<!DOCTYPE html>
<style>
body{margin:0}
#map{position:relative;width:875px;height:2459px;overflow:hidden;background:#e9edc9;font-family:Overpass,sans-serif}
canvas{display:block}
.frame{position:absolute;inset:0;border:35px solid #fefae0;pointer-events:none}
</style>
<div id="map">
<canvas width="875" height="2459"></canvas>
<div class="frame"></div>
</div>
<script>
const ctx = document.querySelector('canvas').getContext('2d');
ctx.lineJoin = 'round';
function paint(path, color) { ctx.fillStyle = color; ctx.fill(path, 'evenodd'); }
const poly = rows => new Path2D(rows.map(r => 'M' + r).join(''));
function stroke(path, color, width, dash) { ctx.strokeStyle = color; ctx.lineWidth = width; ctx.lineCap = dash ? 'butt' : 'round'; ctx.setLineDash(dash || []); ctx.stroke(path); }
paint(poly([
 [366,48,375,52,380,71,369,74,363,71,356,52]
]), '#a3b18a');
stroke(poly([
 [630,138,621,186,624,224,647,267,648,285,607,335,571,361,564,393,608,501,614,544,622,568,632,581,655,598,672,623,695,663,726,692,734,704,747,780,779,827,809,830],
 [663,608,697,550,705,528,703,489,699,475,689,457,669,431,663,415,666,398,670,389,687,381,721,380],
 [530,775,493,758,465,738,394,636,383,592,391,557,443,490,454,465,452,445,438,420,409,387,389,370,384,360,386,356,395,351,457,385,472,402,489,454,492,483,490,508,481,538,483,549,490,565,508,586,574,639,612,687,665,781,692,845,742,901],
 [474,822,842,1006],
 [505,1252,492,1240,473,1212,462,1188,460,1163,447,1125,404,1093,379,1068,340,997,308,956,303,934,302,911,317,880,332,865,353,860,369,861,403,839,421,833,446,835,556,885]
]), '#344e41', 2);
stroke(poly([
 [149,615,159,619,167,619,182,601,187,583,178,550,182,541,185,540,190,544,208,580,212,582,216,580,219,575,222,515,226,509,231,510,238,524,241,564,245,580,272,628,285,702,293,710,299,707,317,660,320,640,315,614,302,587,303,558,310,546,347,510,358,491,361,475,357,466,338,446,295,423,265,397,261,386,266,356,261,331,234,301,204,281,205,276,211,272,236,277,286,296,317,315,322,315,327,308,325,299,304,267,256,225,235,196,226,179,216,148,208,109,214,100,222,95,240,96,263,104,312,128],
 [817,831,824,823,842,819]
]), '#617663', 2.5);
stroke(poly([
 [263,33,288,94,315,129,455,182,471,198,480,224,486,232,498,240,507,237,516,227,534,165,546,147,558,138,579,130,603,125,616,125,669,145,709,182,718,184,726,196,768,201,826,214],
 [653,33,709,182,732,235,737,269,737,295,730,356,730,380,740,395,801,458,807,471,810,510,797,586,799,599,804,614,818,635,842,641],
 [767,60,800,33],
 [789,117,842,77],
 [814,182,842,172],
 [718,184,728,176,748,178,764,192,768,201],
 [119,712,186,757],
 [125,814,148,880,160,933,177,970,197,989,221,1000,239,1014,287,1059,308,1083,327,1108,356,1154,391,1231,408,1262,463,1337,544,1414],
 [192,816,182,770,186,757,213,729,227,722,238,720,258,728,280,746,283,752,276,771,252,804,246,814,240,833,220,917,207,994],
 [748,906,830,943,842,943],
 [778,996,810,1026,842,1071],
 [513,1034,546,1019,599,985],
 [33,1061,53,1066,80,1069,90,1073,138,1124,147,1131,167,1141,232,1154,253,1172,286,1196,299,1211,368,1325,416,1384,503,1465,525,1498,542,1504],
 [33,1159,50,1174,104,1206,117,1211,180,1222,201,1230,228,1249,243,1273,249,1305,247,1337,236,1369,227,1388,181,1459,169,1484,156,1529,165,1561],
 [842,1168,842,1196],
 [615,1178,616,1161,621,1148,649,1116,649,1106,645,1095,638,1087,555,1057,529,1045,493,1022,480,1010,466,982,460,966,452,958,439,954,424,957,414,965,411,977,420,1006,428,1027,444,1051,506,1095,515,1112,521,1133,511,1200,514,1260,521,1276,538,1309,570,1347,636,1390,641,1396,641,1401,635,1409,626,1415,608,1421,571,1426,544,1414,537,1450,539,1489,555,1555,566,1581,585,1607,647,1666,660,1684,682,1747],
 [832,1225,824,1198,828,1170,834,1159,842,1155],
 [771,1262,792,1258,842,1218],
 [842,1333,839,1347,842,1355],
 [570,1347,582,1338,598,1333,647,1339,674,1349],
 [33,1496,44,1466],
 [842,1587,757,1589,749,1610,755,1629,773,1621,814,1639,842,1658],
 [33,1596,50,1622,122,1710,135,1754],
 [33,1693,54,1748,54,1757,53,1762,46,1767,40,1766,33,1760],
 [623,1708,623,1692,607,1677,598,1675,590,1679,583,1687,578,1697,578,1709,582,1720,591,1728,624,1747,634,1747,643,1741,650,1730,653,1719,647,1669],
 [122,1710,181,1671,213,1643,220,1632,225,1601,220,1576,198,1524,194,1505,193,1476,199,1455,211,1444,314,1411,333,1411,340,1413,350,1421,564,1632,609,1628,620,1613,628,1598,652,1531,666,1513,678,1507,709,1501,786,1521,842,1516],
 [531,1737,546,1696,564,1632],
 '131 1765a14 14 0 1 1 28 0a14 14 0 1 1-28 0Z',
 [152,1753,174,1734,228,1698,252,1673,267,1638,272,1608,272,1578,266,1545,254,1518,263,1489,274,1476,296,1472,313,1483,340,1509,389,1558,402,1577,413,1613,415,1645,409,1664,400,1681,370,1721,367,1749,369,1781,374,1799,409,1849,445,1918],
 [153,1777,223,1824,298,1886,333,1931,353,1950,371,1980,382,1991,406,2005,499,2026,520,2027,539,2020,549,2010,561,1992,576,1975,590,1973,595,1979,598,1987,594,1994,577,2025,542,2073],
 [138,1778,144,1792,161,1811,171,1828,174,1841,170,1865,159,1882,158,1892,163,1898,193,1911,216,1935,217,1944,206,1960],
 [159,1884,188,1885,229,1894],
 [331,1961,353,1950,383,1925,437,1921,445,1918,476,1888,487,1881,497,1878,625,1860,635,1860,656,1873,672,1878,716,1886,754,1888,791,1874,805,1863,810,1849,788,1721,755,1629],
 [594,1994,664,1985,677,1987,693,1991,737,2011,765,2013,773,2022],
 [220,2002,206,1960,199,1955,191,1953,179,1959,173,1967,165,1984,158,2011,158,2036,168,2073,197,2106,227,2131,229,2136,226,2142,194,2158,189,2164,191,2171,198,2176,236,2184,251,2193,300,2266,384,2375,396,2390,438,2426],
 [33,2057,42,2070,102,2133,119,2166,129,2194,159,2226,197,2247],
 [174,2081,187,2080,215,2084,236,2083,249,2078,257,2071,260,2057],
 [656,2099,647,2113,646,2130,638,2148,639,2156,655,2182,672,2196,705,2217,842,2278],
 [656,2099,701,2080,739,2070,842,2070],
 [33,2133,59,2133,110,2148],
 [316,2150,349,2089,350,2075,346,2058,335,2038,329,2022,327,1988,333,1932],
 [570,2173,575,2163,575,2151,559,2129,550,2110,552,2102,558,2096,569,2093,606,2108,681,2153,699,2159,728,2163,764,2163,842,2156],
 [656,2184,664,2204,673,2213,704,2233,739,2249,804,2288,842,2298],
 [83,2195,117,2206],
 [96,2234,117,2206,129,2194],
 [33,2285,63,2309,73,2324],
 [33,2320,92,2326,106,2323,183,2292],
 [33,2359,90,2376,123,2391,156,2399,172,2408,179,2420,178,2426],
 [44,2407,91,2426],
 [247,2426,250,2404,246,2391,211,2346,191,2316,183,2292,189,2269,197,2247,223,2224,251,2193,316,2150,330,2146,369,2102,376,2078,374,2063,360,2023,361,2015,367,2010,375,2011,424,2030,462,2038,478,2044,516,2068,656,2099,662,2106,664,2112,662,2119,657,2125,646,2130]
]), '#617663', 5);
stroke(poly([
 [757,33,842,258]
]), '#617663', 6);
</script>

| TASK PROMPT |
Every line above that holds the word "color" should be copied out.

| FINISHED EXERCISE |
function paint(path, color) { ctx.fillStyle = color; ctx.fill(path, 'evenodd'); }
function stroke(path, color, width, dash) { ctx.strokeStyle = color; ctx.lineWidth = width; ctx.lineCap = dash ? 'butt' : 'round'; ctx.setLineDash(dash || []); ctx.stroke(path); }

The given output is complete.